Deux grandes organisations israéliennes de défense des droits de l'homme, B'Tselem et Physicians for Human Rights (PHR), ont accusé Israël de génocide à l'encontre des Palestiniens de Gaza. Selon leurs rapports, publiés lundi, Israël a pris pour cible des civils simplement en raison de leur identité palestinienne, causant de graves dommages à la société palestinienne après près de deux ans de guerre. Les rapports décrivent des crimes tels que le meurtre de femmes, d'enfants et de personnes âgées, les déplacements massifs, la famine et la destruction de maisons et d'infrastructures civiles, privant les Palestiniens de soins de santé, d'éducation et d'autres droits fondamentaux, a rapporté The Guardian.

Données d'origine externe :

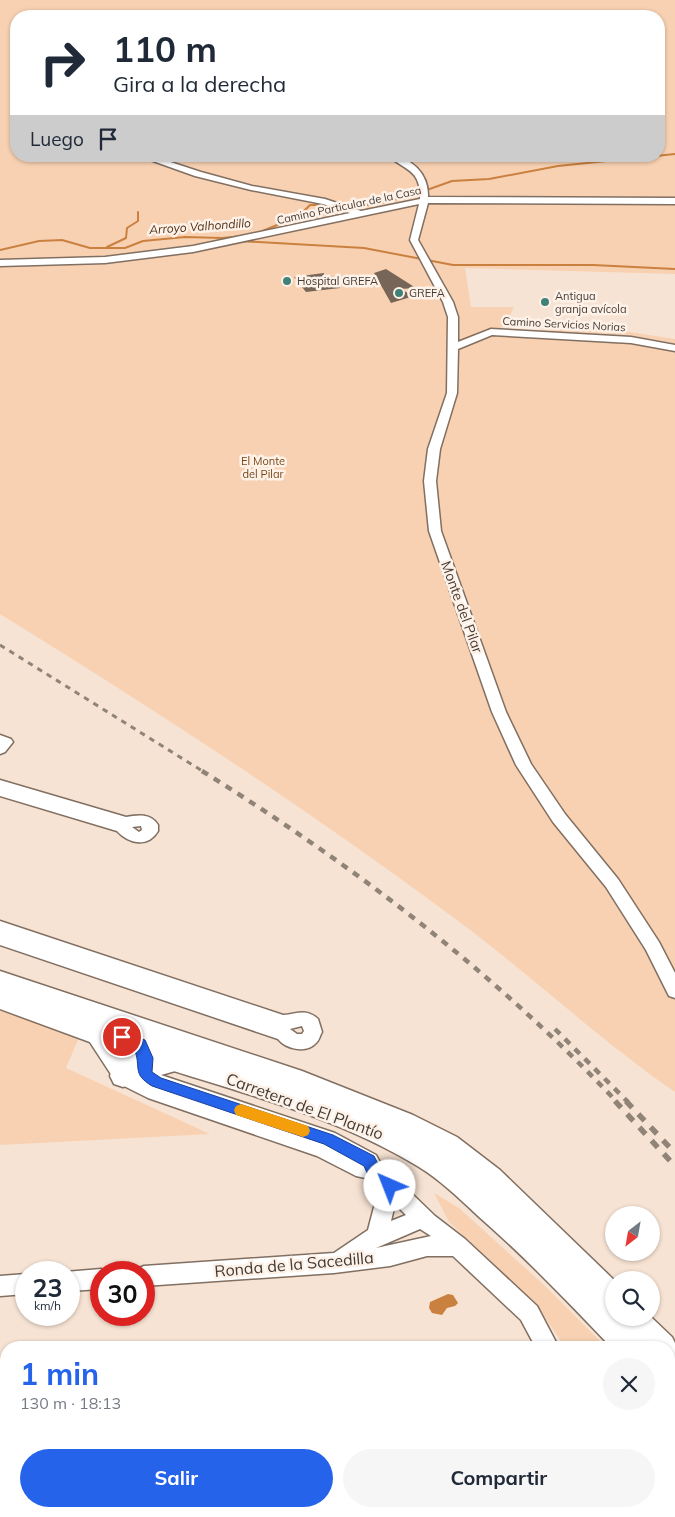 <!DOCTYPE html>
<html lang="es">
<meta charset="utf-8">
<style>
:root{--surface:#fff;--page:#f6f6f7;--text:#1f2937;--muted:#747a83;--accent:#2563eb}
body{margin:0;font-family:Mulish,sans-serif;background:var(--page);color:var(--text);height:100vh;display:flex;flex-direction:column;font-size:19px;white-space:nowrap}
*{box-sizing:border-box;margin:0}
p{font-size:16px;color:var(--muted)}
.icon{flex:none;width:28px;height:28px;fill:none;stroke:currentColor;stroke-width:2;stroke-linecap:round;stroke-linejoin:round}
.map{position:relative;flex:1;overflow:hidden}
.details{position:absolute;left:0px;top:1341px;width:675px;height:176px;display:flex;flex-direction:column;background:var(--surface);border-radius:20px 20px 0 0;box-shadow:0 1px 4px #0004}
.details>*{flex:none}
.banner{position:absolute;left:10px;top:10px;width:655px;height:152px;border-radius:20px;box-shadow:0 1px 4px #0004;background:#fff;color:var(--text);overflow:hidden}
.needle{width:32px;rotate:211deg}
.fabs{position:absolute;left:605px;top:1206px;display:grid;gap:10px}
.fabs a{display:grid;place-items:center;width:55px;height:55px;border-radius:50%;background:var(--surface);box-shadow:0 1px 4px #0004;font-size:25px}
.speed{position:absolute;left:15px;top:1261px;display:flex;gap:10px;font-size:25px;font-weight:700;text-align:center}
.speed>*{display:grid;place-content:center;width:65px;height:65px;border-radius:50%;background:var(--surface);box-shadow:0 1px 4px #0004;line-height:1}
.speed small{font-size:12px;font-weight:400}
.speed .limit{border:8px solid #d22;background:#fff;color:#111}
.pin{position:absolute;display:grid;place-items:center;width:42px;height:42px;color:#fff;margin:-21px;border:2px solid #fff;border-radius:50%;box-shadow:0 1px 5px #0007}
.me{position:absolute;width:55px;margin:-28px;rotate:316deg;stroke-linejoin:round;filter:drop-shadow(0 0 4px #0008)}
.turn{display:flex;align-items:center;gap:18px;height:105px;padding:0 20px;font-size:22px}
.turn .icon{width:65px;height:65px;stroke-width:2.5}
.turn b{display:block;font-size:35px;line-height:42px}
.then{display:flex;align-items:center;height:48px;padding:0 20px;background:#0003;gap:10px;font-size:19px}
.round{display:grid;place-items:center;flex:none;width:52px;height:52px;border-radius:26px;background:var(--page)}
.summary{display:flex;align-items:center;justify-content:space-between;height:85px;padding:0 20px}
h1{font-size:30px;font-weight:700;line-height:38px;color:var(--accent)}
.primary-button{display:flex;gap:10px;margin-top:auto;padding:10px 20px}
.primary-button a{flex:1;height:58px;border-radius:30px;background:var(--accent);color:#fff;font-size:20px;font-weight:700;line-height:58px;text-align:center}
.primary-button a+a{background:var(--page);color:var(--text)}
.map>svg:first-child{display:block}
.green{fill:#f8d1b2;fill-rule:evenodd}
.water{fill:#ca8140}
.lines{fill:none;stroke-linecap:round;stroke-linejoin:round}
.stream{stroke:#ca8140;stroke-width:2}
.building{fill:#776658}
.street-casing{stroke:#816f61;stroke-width:3}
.secondary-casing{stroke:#816f61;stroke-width:3}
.street{fill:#fff;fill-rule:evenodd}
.secondary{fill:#fff;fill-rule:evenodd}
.rail-far2{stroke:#908378;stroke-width:3;stroke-dasharray:5.5 5.5;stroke-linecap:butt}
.rail-far1{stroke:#908378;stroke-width:4.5;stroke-dasharray:7 7;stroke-linecap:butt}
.rail{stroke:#908378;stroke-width:5.5;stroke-dasharray:9 9;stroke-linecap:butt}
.route{fill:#2563eb;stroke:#184099}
.slow{fill:#f59e0b}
.poi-dot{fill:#3f8378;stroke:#fef2e8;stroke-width:2}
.labels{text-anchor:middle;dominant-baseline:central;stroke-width:5;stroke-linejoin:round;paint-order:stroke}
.far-street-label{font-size:11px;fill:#433b35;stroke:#fef2e8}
.far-poi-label{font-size:11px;fill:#433b35;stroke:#fef2e8;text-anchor:start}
.far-park-label{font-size:11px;fill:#774616;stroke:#fef2e8}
.far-water-label{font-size:12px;font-style:italic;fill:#523317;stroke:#fef2e8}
.street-label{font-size:14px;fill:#433b35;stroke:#fef2e8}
.near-street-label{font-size:16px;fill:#433b35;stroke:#fef2e8}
</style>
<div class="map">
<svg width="675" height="1517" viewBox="0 0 675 1517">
<rect width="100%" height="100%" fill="#f7e3d3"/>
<path class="green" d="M 0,0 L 675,0 L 675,274 L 465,268 L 471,307 L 514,307 L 509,318 L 499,331 L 610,329 L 675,339 L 675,1092 C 595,1037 525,969 446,912 C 302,805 152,708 0,614 ZM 16,16 L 659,16 L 659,156 L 16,156 Z
M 0,1009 L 80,1035 L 66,1068 L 210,1134 L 0,1145 Z
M 434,1193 L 459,1208 L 545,1286 L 606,1347 L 565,1347 L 538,1307 L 449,1222 Z
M 669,1412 L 675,1418 L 675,1514 L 669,1504 Z
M 324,1511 L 618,1511 L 608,1517 L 312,1517 Z"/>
<path class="water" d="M 448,1294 L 453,1295 L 458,1303 L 455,1306 L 447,1308 L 442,1315 L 432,1313 L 429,1308 L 430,1302 Z"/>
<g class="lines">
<path class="stream" d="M 346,207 L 376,204 L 410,196 L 452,181 L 489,179 L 558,166 L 675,154
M 260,232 L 299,216 L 310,205 L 325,205
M 239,241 L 364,248 L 453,265 L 593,265 L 675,269
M 107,247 L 126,238 L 127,228 L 138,221 L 138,212
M 0,250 L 39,241 L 62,240 L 90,248 L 125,248 L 143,241 L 185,237 L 222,238 L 243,236"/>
</g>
<path class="building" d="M 386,269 L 416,288 L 400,289 L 414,296 L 391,303 L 374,273 Z
M 324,273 L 324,276 L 336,277 L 340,288 L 306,292 L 294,277 Z"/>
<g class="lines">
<g class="street-casing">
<path id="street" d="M 139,156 L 152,156 L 201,172 L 252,186 L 325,199 L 361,211 L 420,199 C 421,170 407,171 388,156 C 411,156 429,174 428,197 L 675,198 L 675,204 L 428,203 L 418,240 L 453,302 L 458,317 L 458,342 L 491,329 L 631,337 L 675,345 L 675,351 L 631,343 L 492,335 L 458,349 L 457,393 L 440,449 L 436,481 L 441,531 L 506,712 L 531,764 L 565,814 L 618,879 L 659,942 L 675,973 L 675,998 L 669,996 L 646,950 L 606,887 L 553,822 L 516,765 L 492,712 L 429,531 L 424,481 L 428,449 L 447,393 L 448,317 L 443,302 L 410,240 L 419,204 L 193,252 L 105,263 L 0,266 L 0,260 L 105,257 L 193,246 L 350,213 L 323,204 L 251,190 L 195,176 Z
M 0,735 L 11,739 L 13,742 L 5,752 L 0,754 Z
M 0,780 L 126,817 C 138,815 151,813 158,825 L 158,831 C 148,848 129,844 117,831 L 0,796 ZM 141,826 L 142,830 L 139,832 L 132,827 Z
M 0,921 L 283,1015 C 297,1014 306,1008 318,1019 L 322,1032 C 320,1035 319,1041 316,1043 C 306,1054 286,1049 278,1039 L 0,945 ZM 302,1026 L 304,1031 L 302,1034 L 297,1034 L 290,1029 Z
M 93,1026 L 99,1028 L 130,1070 L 136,1074 C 143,1060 172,1053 186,1058 L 188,1063 L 186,1068 L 161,1075 L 335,1133 L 376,1155 L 381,1164 L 435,1216 L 465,1239 L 537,1306 L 559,1348 L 536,1348 L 521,1320 L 453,1256 L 427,1256 L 390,1266 L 334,1273 L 144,1286 L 144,1272 L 135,1272 L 137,1269 L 144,1266 L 334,1253 L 368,1230 L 379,1188 L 370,1179 L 356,1176 L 317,1156 L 148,1098 L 116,1082 L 84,1033 L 87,1028 ZM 395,1204 L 406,1215 L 391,1221 ZM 420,1229 L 431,1236 L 376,1248 Z
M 101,1269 L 109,1272 L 101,1272 L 101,1289 L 69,1291 L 69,1272 L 65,1272 Z
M 26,1274 L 26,1294 L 0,1296 L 0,1276 Z
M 275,1511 L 309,1511 L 306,1517 L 273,1517 Z
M 643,1511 L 669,1511 L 671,1517 L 646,1517 Z"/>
</g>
<g class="secondary-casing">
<path id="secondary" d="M 0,971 L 302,1071 L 413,1115 L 457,1137 L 500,1170 L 614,1280 L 614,1318 L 651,1317 L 672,1337 L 675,1343 L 675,1406 L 669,1403 L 669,1348 L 612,1348 C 568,1302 525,1257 477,1215 C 459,1198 440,1180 419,1167 C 339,1118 246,1094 158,1066 L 158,1075 L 154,1083 L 145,1086 L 136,1083 L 134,1080 L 132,1084 L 123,1087 L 114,1084 L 110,1076 L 117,1052 L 0,1009 Z"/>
</g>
<use href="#street" class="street"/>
<use href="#secondary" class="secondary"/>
<path class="rail-far2" d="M 0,645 L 204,772"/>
<path class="rail-far1" d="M 202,771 C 353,865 494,972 617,1102
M 555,1029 L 628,1102"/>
<path class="rail" d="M 615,1101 L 675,1166
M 626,1101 L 675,1153"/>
</g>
<path class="route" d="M 122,1031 L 145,1040 L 153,1058 L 152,1072 L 161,1078 L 333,1135 L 374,1156 L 379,1166 L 395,1182 L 398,1186 L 395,1191 L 390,1193 L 385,1191 L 368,1175 L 364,1166 L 324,1144 L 152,1086 C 131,1073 142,1068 134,1048 L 117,1041 L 115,1037 L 117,1033 Z"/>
<path class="slow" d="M 241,1104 L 308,1126 L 310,1131 L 308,1135 L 303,1137 L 236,1115 L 234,1110 L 236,1106 Z"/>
<g class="poi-dot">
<circle cx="287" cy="281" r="5"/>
<circle cx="399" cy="293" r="5"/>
<circle cx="545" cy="302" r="5"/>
</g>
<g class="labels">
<g class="far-street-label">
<text transform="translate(349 205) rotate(-12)">Camino Particular de la Casa</text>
<text transform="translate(564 324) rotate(3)">Camino Servicios Norias</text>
</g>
<g class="far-poi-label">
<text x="297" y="281">Hospital GREFA</text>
<text x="409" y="293">GREFA</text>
<text x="555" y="296">Antigua<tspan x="555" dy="13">granja avícola</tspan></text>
</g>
<g class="far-park-label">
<text x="263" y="461">El Monte<tspan x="263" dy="13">del Pilar</tspan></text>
</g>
<g class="far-water-label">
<text transform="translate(200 226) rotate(-4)">Arroyo Valhondillo</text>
</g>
<g class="street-label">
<text transform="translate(462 607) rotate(70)">Monte del Pilar</text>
</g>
<g class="near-street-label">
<text transform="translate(305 1106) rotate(20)">Carretera de El Plantío</text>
<text transform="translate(294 1264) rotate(-5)">Ronda de la Sacedilla</text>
</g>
</g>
</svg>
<div class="fabs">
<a><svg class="needle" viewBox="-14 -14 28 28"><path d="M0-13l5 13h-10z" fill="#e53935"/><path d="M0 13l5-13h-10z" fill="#747a83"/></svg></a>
<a><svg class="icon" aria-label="search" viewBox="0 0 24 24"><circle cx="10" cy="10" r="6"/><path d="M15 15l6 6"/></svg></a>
</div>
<div class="speed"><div>23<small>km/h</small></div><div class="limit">30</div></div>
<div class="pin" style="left:122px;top:1037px;background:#d93025"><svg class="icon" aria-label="arrive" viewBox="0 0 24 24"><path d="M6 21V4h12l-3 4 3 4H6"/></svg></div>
<svg class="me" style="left:390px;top:1186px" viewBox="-20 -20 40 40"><circle r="19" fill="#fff"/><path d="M0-13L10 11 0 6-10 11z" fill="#2563eb"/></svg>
<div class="banner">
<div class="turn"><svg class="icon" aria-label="right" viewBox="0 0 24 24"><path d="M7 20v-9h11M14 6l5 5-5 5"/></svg><div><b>110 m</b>Gira a la derecha</div></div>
<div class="then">Luego<svg class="icon" aria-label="arrive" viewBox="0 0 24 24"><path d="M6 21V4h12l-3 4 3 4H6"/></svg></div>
</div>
<section class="details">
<div class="summary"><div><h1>1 min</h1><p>130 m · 18:13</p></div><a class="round"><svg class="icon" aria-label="close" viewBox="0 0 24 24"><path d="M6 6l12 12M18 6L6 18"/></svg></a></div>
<div class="primary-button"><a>Salir</a><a>Compartir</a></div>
</section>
</div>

"Nous constatons qu'il s'agit d'une attaque claire et délibérée contre des civils pour détruire le groupe". uvedla pro list Yuli Novakovále directeur de B'Tselem, et a appelé à une action immédiate. "Le génocide n'est pas seulement un crime légal, c'est un phénomène social et politique.
Le rapport de la PHR décrit en détail une attaque contre le système de santé à Gaza qui viole l'article 2c de la Convention sur le génocide, qui interdit la création délibérée de conditions de vie propices à la destruction d'un groupe.
"Il n'est pas nécessaire que tous les articles de la Convention sur le génocide soient remplis pour qu'il y ait génocide". uvedl ředitel PHR Guy ShalevBien que le rapport mentionne d'autres aspects génocidaires de la guerre.
Les deux organisations affirment que les alliés occidentaux d'Israël soutiennent la campagne de génocide et sont responsables de la souffrance à Gaza.
"Cela n'aurait pas pu se produire sans le soutien de l'Occident", a déclaré M. Novak. "Tout dirigeant qui ne fait pas tout ce qui est en son pouvoir pour l'arrêter participe à cette horreur.
"Tous les outils doivent être utilisés. Ce n'est pas seulement notre opinion, c'est une exigence de la Convention sur le génocide". dodal Shalev.
Israël nie commettre un génocide et affirme qu'il s'agit d'une guerre de légitime défense après l'attaque du Hamas du 7 octobre 2023 qui a tué 1 200 personnes, pour la plupart des civils, et en a enlevé plus de 250 dans la bande de Gaza. La clé pour prouver un génocide est l'intention de l'État de détruire le groupe, même partiellement. Les deux organisations affirment que les déclarations génocidaires des responsables politiques et militaires israéliens, ainsi que la chronologie de l'impact sur les civils, prouvent cette intention, même en l'absence d'ordres directs venant d'en haut.
"L'intention génocidaire peut être déduite du comportement". indique le rapport de la PHR, citant le précédent du tribunal du Rwanda.
La documentation fournie par les médecins, les médias et les organisations de défense des droits de l'homme montre qu'Israël ne pouvait ignorer les conséquences de ses actes.
Depuis le premier jour, les dirigeants israéliens parlent ouvertement d'"animaux humains" et affirment qu'il n'y a "pas de civils" à Gaza ou que la nation tout entière est responsable du 7 octobre. řekla Novaková.
La destruction des infrastructures sanitaires et l'assassinat du personnel de santé signifient que les effets du génocide se poursuivront après le cessez-le-feu.
"Il n'y a pas d'appareils d'IRM à Gaza depuis des mois, alors qu'en est-il de toutes les maladies non diagnostiquées ? Nous verrons les effets de la malnutrition et des maladies chroniques non traitées pendant des années". uvedl Shalev.
Le nombre de morts à Gaza avoisine les 60 000, soit plus de 2,5 % de la population d'avant-guerre. M. Novak a souligné que le génocide ne consiste pas à tuer tout le monde, mais à cibler un groupe, même partiellement. B'Tselem a averti que la campagne génocidaire pourrait s'étendre à la Cisjordanie, où la violence s'est intensifiée et où les Palestiniens ont été déplacés depuis le 7 octobre 2023.
"Nous sommes préoccupés par le fait que tout petit déclenchement pourrait transférer le génocide de Gaza à la Cisjordanie". varovala Novaková.